┌──

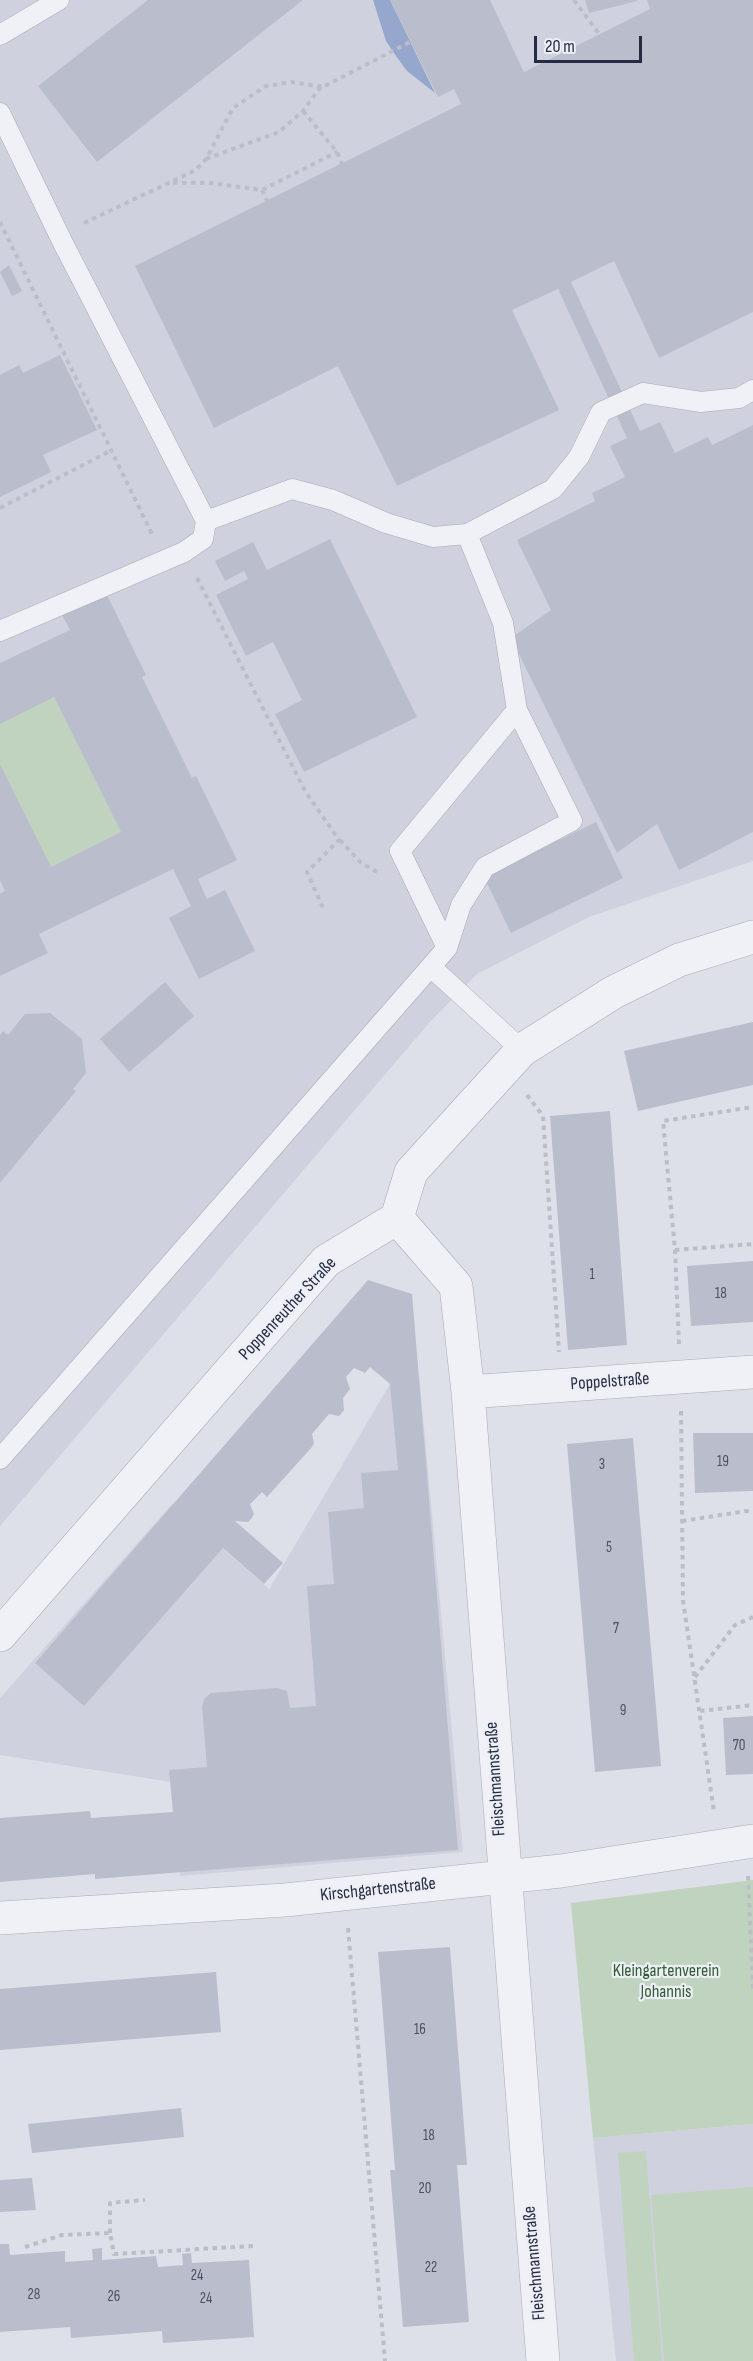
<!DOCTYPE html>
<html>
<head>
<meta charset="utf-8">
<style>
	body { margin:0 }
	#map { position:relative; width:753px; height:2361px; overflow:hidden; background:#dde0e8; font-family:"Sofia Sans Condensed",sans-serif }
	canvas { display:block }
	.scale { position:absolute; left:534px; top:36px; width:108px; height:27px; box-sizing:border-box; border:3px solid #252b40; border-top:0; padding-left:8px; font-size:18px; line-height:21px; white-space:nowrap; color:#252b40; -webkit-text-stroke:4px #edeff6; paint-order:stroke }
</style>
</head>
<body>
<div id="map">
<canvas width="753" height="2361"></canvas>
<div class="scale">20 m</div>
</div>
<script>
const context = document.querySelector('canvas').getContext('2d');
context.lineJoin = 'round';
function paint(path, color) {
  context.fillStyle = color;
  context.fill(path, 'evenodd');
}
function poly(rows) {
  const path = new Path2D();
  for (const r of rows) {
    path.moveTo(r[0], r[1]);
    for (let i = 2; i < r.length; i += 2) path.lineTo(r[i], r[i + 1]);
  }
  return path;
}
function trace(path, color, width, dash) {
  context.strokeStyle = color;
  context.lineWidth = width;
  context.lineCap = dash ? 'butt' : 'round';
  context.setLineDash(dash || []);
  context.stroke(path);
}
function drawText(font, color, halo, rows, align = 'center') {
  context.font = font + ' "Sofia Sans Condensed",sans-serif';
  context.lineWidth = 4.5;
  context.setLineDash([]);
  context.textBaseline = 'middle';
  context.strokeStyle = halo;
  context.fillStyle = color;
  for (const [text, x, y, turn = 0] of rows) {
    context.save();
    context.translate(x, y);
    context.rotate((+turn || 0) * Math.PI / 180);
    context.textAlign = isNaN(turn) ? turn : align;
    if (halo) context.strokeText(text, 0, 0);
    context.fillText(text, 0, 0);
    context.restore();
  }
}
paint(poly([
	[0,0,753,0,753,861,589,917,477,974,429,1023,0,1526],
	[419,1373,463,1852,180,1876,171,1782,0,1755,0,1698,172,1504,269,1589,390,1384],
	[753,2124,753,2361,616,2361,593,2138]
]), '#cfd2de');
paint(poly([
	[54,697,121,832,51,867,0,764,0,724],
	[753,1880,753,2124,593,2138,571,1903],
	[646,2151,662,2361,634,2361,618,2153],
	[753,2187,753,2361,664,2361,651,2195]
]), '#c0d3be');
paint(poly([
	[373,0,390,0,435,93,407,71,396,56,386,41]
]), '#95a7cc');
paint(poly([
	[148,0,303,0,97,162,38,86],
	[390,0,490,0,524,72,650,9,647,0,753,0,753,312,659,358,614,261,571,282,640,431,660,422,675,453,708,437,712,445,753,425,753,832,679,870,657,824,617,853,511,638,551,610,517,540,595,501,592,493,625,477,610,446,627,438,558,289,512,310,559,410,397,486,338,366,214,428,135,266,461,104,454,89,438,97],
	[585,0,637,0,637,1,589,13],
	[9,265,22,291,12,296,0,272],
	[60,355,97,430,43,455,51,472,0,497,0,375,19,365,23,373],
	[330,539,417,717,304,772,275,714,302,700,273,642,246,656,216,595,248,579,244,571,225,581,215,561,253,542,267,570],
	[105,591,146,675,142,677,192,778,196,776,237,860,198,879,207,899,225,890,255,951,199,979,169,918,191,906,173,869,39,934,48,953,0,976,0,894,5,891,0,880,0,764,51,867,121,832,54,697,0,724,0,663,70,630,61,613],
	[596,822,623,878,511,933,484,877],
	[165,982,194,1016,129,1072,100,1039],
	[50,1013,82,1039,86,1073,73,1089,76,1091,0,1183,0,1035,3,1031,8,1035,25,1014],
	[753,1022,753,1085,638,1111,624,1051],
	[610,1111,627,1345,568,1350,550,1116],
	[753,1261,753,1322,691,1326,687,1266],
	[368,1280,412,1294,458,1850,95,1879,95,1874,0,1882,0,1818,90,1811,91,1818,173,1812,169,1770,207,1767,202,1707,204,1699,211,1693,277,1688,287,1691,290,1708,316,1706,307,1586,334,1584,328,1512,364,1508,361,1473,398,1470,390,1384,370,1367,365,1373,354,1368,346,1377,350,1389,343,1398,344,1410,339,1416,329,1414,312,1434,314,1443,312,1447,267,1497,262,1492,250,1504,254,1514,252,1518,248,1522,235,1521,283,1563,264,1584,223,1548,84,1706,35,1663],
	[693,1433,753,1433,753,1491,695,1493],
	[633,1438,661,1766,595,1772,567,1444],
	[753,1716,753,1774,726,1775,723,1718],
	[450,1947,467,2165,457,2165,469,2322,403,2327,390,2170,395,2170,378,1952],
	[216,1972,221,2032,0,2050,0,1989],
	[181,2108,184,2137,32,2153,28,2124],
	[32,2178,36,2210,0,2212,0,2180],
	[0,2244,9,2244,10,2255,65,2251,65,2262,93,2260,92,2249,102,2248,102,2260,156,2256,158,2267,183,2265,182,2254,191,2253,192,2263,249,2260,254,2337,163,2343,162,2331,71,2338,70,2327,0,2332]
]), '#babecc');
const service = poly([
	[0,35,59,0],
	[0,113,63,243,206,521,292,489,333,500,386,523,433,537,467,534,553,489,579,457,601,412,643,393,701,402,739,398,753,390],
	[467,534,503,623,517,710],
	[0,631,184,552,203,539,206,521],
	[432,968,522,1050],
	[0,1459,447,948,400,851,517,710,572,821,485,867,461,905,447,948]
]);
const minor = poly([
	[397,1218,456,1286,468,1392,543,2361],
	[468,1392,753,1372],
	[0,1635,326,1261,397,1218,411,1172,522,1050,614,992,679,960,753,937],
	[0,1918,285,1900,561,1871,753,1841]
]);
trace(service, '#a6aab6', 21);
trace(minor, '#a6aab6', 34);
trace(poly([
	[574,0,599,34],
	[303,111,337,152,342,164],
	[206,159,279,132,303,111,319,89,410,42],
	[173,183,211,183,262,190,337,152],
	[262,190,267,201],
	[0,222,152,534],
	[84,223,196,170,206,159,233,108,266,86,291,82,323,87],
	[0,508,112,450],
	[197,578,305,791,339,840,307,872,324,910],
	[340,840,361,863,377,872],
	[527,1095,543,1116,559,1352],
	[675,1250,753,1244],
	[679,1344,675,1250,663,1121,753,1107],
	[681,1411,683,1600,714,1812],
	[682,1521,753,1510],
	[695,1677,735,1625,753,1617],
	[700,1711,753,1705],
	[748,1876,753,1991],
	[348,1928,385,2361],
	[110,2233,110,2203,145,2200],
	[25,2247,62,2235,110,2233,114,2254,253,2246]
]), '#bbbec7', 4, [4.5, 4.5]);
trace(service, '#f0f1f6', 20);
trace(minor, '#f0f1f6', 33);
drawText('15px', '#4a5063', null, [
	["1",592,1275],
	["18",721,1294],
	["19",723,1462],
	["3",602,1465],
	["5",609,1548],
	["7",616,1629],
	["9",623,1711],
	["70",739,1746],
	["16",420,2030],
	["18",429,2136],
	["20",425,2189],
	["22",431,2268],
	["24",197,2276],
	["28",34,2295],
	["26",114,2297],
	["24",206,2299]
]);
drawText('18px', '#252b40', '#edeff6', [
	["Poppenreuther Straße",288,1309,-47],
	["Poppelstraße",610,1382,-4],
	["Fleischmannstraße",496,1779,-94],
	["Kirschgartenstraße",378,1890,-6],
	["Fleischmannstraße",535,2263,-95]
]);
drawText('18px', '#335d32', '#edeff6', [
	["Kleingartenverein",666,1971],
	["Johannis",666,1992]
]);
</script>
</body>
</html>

└──

*Work request*:
When the word "lineWidth" appears in a line of the listing, copy that line.

*Expected answer*:
  context.lineWidth = width;
  context.lineWidth = 4.5;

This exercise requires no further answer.